A handler that returns IEnumerable<object> produces multiple outbox messages atomically. Either all of them are persisted, or none of them are. Webhook delivery fan-out, multi-channel notification dispatch, recurring job rescheduling — they all use this primitive. The handler returns N messages, the framework writes them in the same transaction as the business data, and the dispatcher delivers them after commit.

2. Context propagation across async boundaries

In an HTTP request, ICurrentTenant, ICurrentUserService, and the Activity (W3C traceparent) are all alive. Background handlers run outside the HTTP pipeline. Without help, they have no tenant, no user, no trace.

Wolverine fixes this by serializing the context onto the outgoing envelope as headers, then restoring it before the handler runs:

Header	Source	Behavior in handler
`X-Tenant-Id`	`ICurrentTenant.Id`	`TenantContextBehavior` restores AsyncLocal
`X-User-Id`	`ICurrentUserService.UserId`	`UserContextBehavior` restores user override
`X-Actor-Kind`	`ICurrentUserService.ActorKind`	`User`, `ExternalSystem`, or `System`
`traceparent`	`Activity.Current?.Id`	New `Activity` linked to the parent span

The audit interceptor populates CreatedBy and ModifiedBy correctly even in a background handler. Multi-tenant query filters apply the right tenant. Grafana/Tempo shows one continuous trace from the HTTP request through every async handler it triggered. None of this happens in Channel mode — and reconstructing it by hand is a multi-week project.

3. Validation rejection without retries

FluentValidation runs as bus middleware before the handler executes. A ValidationException bypasses the retry policy entirely and goes straight to the error queue. Retrying a structurally invalid message is pointless — and Wolverine knows it.

public class DischargePatientCommandValidator
    : AbstractValidator<DischargePatientCommand>
{
    public DischargePatientCommandValidator()
    {
        RuleFor(x => x.PatientId).NotEmpty();
    }
}

The Channel mode runs the same validator but treats failure like any other exception — log and discard. Same code, very different behavior on the wire.

The five questions the answer is “yes” to

Skip the upgrade if every answer is no. Do the upgrade if any one is yes:

Do you run more than one instance, and does any background work need to run on exactly one of them?
Does any handler send something a customer expects — an invoice, a webhook, a payment confirmation?
Does your audit story require that every triggered side effect either succeeds or appears in a dead-letter queue?
Do you want CreatedBy and ModifiedBy to be correct in background handlers without writing context propagation yourself?
Do your distributed traces currently break the moment a message is dispatched?

For ISO 27001 environments, the third question is mandatory. For SOC 2 Type 2 environments, the second usually is too. We covered both in SOC 2 Type 2-ready SaaS with Granit.

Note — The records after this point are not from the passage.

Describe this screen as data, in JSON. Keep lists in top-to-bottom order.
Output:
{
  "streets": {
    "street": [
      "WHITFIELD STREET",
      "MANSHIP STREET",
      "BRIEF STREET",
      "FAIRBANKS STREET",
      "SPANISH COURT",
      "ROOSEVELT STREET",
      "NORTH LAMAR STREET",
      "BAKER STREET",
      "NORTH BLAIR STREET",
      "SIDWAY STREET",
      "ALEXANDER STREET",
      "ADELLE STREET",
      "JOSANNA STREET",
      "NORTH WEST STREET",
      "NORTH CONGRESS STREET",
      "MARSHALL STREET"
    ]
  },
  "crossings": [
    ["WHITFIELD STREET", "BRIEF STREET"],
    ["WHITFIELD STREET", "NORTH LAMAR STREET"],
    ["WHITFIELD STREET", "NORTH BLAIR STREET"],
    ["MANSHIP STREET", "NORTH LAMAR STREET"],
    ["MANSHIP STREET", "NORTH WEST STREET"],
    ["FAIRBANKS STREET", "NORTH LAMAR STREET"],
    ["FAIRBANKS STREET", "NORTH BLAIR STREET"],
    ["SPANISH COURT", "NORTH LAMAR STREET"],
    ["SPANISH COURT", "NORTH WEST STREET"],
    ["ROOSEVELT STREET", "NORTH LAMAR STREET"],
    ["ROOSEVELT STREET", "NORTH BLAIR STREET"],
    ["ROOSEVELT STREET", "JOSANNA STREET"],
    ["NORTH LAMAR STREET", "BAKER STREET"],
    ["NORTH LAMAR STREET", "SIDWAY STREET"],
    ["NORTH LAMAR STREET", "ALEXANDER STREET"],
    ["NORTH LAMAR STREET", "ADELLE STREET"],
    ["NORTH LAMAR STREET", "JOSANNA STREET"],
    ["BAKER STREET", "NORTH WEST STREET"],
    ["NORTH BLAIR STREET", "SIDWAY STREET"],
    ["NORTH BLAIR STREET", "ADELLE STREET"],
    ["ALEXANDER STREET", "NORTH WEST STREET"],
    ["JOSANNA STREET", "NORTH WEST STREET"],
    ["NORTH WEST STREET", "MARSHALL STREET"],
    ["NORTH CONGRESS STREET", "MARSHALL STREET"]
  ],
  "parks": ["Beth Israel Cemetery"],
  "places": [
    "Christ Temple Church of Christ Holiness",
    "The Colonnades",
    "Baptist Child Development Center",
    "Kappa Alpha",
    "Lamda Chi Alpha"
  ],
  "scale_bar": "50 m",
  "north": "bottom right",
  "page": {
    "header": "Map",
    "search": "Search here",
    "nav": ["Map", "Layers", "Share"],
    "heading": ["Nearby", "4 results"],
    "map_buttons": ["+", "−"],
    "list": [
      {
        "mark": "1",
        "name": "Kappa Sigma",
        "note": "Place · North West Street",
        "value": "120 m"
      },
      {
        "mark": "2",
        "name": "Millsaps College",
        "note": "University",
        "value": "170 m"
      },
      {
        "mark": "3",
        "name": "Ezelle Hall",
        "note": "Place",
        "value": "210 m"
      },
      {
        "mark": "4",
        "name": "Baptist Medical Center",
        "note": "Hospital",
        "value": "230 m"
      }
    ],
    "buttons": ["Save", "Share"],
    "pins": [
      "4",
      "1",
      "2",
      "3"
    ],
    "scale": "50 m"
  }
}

The escape hatch — per-tenant outbox

For the strictest multi-tenant isolation, the outbox can live in the tenant’s own database:

[DependsOn(typeof(GranitWolverinePostgresqlModule))]
public class AppModule : GranitModule
{
    public override void ConfigureServices(ServiceConfigurationContext context)
    {
        context.Builder.AddGranitWolverineWithPostgresqlPerTenant<AppDbContext>();
    }
}

Each tenant’s messages persist in their own database — the strongest ISO 27001 isolation, at the cost of more transport connections. Not needed for shared-database multi-tenancy with row-level filtering (the default), but available when the regulator asks.

Three takeaways

The handler is the same in both modes. Start with Channel<T>, ship, learn the workload, upgrade to Wolverine when durability becomes non-negotiable. No rewrite tax for picking the simpler default first.
Two pods, one cron is the canonical “you need Wolverine” moment. The day you horizontally scale a recurring job, you need leader election. SingularAgent ships exactly that.
The outbox is the headline; context propagation is the sleeper hit. CreatedBy/ModifiedBy in background handlers, distributed traces that survive async boundaries, tenant filters that apply in workers — none of it is free in Channel mode.